Multi-agent robustness fixes

# Severity Issue Fix
9 🟡 Bug Agent iteration uses range(num_agents) — assumes contiguous integer IDs Changed to sorted(observations.keys())
10 🟡 Bug safety_reports assumed to be list, but API returns dict keyed by agent ID Added isinstance check to handle both list and dict formats
11 🟡 Design Safety correction feedback not fed back to LLM — model repeats same invalid actions Appended [SAFETY] {reason} to agent history when corrections occur

Other fixes

# Severity Issue Fix
12 🟡 Bug MAX_STEPS = 50 hardcoded — may truncate future tasks Changed to MAX_STEPS = 100 as safety cap; done flag is the true terminator
13 🟡 Bug Default task list excludes task_karnataka despite KPTCL multi-agent framing Added task_karnataka to TASKS list
14 🟡 Bug Module docstring says all 3 env vars are required; only API key is Fixed docstring to document defaults and actual requirements
15 🟡 Bug [END] log prints score at .2f but summary prints .4f — precision loss Changed log_end to use :.4f
16 🟡 Reliability OpenAI() client has no timeout or retry config Added timeout=30.0, max_retries=2
17 🟢 Feature No list_tasks() method on EnvClient Added list_tasks() for future task validation

GRPO Training — Environment-Grounded Rewards (2026-04-25)

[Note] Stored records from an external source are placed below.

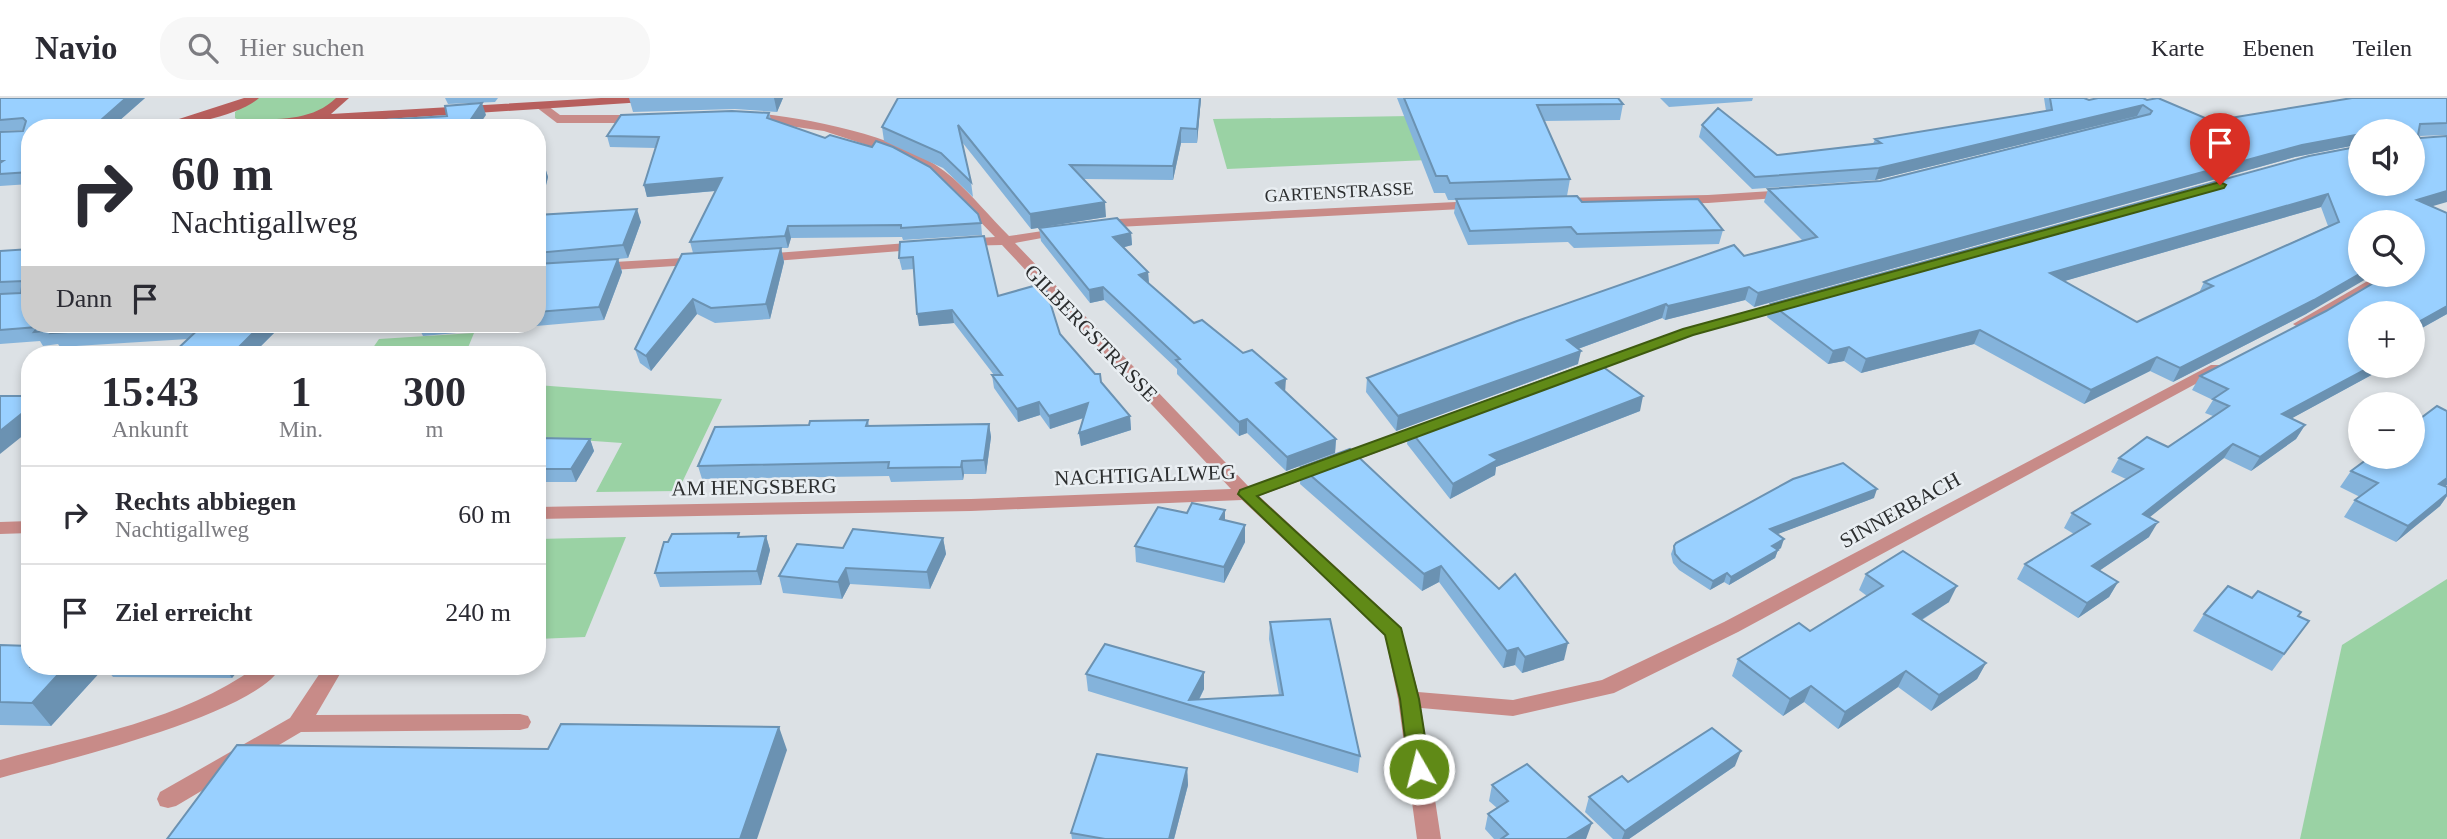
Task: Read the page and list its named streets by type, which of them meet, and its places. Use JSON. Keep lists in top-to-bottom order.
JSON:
{
  "streets": {
    "street": [
      "GARTENSTRASSE",
      "GILBERGSTRASSE",
      "NACHTIGALLWEG",
      "AM HENGSBERG",
      "SINNERBACH"
    ]
  },
  "crossings": [
    ["GARTENSTRASSE", "GILBERGSTRASSE"],
    ["GILBERGSTRASSE", "NACHTIGALLWEG"],
    ["GILBERGSTRASSE", "SINNERBACH"],
    ["NACHTIGALLWEG", "AM HENGSBERG"]
  ],
  "page": {
    "header": "Navio",
    "search": "Hier suchen",
    "nav": ["Karte", "Ebenen", "Teilen"],
    "map_buttons": ["+", "−"],
    "turn": ["60 m", "Nachtigallweg"],
    "then": "Dann",
    "eta": [
      "15:43",
      "Ankunft",
      "1",
      "Min.",
      "300",
      "m"
    ],
    "list": [
      {
        "name": "Rechts abbiegen",
        "note": "Nachtigallweg",
        "value": "60 m"
      },
      {
        "name": "Ziel erreicht",
        "value": "240 m"
      }
    ]
  }
}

Root Cause: Proxy Reward Disconnect

The original compute_grpo_reward was a heuristic proxy scorer that evaluated JSON format, direction, and proportionality without ever stepping the environment. The model optimized this proxy, which did not correlate with actual grid physics rewards. Result: zero improvement over baseline.

Changes Made

src/environment.py

# Change Purpose
1 Added _set_state(obs_dict) method to OpenGridEnv Enables restoring environment to any observed state for reward computation. Rebuilds bus/line state, frequency, and slack injection from observation dicts.

training/train_grpo.py

# Severity Change Details
2 🔴 Critical Replaced compute_grpo_reward with compute_grpo_reward_env New reward function actually steps the physics simulation: restores env state → steps with LLM action → measures real reward → runs mini-rollout with heuristic continuation for trajectory awareness
3 🔴 Critical Added mini-rollout scoring (horizon=3) After the LLM's action, runs 2 more steps with heuristic policy to capture trajectory-level impact. Combines: immediate_reward + 0.5 * rollout_reward
4 🟡 Medium Increased num_generations from 4 → 8 Wider GRPO group = more reward variance = stronger ranking signal. Prevents the advantage calculation from collapsing to zero.
5 🟡 Medium Increased random perturbation range from ±15 → ±30 MW Creates more diverse/stressed grid states during training data generation. Model sees near-blackout and overload scenarios.
6 🟡 Medium Added adversarial battery drain (every 5th episode) Forces model to learn actions when batteries are near-empty — a critical edge case the original data lacked.
7 🟡 Medium Multi-bus perturbations (1-2 buses per step) Was single-bus. More diverse action patterns create richer state transitions.
8 🟡 Medium Increased learning rate from 5e-6 → 1e-5 Slightly more aggressive to capitalize on the now-meaningful reward signal.
9 🟡 Medium Increased gradient accumulation (effective batch 16) Smoother gradients for more stable training.
10 🟡 Medium Steps per episode increased from 10 → 15 More temporal diversity in observations.
11 🟢 Minor obs_context stored as JSON string Fixes Arrow serialization (PyArrow can't handle dicts with int keys).
12 🟢 Minor Kept legacy compute_grpo_reward for test-mode compat Backward compatibility with --test-mode pipeline verification.